Presumably, the FCC must also define the kinds of services, facilities, and business practices that are relevant or otherwise within the scope of its data collection order.  In particular, any serious data collection order would need to include – and therefore to define – those kinds of services that are reasonably close substitutes to special access services. As I blogged about previously, broadband enterprise services relying on Ethernet technology offer an alternative for handling wireless backhaul traffic and for meeting the needs of large businesses. Of course, some competitors have already complained that Ethernet and other broadband enterprise services aren't adequate substitutes.
Disputes already have arisen in ex parte filings over what competitor facilities should be counted in any competitive analysis. That is, the FCC will have to settle whether its data collection and analysis should include facilities where competing providers possess "indefeasible rights of use" (IRUs) through lease agreements. This includes settling on a minimum term of years for recognizing such IRUs, whether 5, 10, or even 20 years time.

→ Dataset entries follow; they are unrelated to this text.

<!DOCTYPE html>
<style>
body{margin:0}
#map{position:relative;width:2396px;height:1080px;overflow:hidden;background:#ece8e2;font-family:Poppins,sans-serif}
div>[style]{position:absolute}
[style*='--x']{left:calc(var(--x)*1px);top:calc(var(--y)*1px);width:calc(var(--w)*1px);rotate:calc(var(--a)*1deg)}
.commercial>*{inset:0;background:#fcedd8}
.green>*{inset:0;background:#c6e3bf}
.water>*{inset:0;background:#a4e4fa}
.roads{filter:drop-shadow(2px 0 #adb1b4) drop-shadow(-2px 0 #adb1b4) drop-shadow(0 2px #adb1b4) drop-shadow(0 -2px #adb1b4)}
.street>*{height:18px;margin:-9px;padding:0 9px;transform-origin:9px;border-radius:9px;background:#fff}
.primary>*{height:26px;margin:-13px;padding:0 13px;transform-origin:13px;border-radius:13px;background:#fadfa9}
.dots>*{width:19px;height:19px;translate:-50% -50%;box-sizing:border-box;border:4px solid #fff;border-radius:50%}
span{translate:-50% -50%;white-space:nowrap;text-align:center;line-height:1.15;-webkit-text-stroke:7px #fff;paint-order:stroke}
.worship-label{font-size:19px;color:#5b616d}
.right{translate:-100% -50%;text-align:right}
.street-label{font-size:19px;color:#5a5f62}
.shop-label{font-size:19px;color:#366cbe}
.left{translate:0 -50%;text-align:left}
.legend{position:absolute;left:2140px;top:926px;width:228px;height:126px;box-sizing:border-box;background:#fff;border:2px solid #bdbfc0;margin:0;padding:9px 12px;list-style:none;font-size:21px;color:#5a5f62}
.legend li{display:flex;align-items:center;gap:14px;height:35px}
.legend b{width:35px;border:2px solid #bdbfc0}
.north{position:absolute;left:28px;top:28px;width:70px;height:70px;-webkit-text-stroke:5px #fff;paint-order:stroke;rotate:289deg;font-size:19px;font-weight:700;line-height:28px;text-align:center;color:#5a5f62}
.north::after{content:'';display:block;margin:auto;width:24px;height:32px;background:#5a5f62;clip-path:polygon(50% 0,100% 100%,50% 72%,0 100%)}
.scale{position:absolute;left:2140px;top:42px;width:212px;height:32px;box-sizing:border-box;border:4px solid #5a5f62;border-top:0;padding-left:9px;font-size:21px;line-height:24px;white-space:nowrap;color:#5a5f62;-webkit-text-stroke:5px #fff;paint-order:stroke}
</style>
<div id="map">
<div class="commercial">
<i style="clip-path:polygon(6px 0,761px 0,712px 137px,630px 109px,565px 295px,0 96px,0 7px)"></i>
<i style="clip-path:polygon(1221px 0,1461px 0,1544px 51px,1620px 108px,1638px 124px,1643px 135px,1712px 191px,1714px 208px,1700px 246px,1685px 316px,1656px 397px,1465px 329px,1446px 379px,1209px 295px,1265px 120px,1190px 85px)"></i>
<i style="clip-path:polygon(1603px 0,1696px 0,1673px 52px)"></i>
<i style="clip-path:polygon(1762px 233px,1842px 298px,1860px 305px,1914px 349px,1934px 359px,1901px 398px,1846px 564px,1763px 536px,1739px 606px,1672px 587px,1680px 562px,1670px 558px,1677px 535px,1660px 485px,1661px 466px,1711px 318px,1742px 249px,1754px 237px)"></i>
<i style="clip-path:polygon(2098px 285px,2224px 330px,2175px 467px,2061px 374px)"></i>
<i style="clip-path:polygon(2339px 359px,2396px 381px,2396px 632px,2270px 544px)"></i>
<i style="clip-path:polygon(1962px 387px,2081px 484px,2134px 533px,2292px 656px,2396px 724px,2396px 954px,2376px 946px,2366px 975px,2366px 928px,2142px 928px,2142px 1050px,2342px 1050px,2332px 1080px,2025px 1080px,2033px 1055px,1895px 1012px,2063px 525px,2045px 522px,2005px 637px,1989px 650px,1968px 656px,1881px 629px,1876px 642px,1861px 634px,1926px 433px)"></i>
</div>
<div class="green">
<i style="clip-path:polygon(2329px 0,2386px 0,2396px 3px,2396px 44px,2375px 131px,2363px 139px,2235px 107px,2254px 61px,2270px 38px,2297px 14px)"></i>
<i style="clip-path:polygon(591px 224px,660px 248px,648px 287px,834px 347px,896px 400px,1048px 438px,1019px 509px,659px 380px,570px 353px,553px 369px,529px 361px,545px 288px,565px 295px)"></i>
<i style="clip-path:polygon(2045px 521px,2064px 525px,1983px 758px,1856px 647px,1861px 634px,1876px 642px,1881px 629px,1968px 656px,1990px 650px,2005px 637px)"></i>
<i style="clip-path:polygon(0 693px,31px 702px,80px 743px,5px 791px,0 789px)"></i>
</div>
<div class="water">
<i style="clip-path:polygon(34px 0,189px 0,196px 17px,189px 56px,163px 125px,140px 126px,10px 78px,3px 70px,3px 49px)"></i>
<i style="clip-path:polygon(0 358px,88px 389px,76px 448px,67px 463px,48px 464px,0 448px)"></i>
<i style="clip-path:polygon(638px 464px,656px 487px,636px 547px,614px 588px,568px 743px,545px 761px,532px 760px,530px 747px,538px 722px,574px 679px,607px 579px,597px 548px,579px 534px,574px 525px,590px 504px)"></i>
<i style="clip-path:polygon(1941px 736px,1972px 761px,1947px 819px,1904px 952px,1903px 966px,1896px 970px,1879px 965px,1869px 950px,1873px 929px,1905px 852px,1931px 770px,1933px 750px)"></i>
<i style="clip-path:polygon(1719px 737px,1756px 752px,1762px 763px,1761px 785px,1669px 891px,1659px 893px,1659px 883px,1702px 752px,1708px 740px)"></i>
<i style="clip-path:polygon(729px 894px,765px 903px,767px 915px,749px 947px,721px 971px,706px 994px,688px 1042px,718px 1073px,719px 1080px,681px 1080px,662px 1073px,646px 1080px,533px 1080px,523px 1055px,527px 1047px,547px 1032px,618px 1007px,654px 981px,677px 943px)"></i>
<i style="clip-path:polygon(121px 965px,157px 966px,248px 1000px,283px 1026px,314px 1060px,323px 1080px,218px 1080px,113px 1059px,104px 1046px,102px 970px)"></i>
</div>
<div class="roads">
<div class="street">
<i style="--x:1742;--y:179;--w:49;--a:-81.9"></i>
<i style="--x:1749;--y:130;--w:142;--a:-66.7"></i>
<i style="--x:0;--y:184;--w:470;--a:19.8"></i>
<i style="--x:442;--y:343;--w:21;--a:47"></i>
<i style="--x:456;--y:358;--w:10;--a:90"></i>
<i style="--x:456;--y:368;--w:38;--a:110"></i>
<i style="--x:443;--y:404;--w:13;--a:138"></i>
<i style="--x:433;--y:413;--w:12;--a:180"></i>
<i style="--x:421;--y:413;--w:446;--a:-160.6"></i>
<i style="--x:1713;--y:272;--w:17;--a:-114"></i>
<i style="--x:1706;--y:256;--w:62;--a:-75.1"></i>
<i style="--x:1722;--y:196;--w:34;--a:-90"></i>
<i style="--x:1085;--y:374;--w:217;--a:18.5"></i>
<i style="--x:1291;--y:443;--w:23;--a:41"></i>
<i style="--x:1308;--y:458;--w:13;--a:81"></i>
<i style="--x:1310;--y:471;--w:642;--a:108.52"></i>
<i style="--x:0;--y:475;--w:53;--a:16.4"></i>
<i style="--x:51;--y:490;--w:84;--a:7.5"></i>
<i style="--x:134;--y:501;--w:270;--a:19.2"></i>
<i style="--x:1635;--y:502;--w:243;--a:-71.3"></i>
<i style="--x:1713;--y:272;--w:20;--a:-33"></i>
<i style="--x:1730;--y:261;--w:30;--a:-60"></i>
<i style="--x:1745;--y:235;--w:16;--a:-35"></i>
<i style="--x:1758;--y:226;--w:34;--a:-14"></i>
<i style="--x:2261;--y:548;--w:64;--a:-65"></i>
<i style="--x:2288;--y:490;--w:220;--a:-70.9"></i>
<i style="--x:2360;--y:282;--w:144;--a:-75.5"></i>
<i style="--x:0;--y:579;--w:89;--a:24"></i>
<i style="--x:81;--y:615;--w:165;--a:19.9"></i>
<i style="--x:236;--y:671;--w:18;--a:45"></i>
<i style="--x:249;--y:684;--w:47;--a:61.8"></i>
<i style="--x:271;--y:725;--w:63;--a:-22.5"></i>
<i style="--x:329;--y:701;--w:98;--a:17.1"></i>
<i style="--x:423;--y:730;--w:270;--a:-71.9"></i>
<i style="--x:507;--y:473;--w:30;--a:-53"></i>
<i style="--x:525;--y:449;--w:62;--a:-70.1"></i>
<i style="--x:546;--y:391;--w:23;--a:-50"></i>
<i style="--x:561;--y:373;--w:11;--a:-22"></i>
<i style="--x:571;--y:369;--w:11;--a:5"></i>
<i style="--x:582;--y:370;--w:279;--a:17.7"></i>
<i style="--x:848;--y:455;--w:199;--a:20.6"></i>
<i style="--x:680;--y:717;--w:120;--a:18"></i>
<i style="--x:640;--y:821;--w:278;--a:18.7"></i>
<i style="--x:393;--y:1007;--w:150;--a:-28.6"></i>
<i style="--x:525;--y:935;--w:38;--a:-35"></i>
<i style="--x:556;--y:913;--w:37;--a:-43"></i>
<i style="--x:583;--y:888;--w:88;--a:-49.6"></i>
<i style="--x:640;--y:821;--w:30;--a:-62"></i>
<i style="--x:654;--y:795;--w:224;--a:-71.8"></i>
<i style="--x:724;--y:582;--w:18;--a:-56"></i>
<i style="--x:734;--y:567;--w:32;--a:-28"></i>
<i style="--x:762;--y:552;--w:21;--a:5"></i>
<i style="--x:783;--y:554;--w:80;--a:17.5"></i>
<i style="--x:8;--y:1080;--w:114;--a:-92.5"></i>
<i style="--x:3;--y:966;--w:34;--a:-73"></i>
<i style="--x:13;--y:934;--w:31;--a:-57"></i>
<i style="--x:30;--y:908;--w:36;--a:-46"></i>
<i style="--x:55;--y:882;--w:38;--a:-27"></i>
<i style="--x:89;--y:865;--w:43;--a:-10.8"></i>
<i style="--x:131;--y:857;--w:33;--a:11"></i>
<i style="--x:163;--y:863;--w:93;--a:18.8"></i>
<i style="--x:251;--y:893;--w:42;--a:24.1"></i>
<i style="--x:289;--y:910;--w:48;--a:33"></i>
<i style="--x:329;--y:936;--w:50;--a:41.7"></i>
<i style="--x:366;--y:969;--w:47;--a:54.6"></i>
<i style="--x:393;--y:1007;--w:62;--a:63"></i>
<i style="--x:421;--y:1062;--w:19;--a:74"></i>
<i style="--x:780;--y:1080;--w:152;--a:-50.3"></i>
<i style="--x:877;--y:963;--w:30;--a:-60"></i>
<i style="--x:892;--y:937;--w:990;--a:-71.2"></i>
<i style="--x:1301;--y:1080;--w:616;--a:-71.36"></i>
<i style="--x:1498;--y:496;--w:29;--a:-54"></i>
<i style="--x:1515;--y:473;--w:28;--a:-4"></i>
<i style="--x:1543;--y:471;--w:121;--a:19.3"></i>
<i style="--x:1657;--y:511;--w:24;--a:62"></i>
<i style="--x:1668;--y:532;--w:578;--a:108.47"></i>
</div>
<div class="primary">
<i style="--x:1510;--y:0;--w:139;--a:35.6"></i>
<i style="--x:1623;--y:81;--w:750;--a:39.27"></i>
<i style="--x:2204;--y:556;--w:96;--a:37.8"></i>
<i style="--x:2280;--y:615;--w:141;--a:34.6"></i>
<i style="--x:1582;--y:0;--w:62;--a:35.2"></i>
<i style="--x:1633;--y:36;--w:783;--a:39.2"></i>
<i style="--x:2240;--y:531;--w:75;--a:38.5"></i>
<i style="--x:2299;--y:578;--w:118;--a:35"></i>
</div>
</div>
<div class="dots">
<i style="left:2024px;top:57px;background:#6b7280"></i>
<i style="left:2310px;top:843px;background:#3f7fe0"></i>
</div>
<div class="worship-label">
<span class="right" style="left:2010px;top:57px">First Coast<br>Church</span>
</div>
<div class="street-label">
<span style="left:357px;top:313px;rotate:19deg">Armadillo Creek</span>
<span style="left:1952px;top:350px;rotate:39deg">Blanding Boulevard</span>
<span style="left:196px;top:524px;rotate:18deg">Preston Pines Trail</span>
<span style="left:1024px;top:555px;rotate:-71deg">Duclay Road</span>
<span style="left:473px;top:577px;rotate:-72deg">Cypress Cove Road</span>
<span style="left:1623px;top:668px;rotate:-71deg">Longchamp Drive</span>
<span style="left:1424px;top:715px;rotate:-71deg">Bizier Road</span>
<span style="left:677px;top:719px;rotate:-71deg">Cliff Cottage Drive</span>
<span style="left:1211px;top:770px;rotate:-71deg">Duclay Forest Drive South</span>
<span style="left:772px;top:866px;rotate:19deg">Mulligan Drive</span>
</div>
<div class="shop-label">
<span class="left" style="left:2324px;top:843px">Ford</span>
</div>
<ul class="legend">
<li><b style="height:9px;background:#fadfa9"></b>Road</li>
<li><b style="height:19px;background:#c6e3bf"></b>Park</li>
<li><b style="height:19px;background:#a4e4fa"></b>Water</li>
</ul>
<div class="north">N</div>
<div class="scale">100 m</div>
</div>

As I have written about on prior occasions, the framework adopted in the Qwest Phoenix MSA Order disregards close substitutes, such as wireless. And it makes evidence of price reductions in large networks with substantial up-front fixed costs and subject to extensive regulations a pre-requisite to any regulatory relief. For such reasons, that framework poses a near insurmountable barrier to obtaining regulatory forbearance relief. Extending that kind of framework to the special access market would likely result in a highly re-regulated special access market. This despite the prevalence of competitive and potentially competitive alternatives posed by enterprise broadband services and other alternatives.
Resolving the data collection and definitional dilemmas that confront the FCC will be no easy task. This is not so much because there are not a lot of capable people at the agency. Instead, it is because, in essence, the FCC has now taken upon itself the task of trying to assemble the type of market data that would be required in an old-fashioned analog-era rate case in a competitive era not suited to old fashioned rate case data production.
As it now stands, the brouhahas surrounding the agency's attempt to delineate the parameters of its information collection effort are simply foreshadowing the big mess the FCC's new pro-regulatory policy almost certainly will create.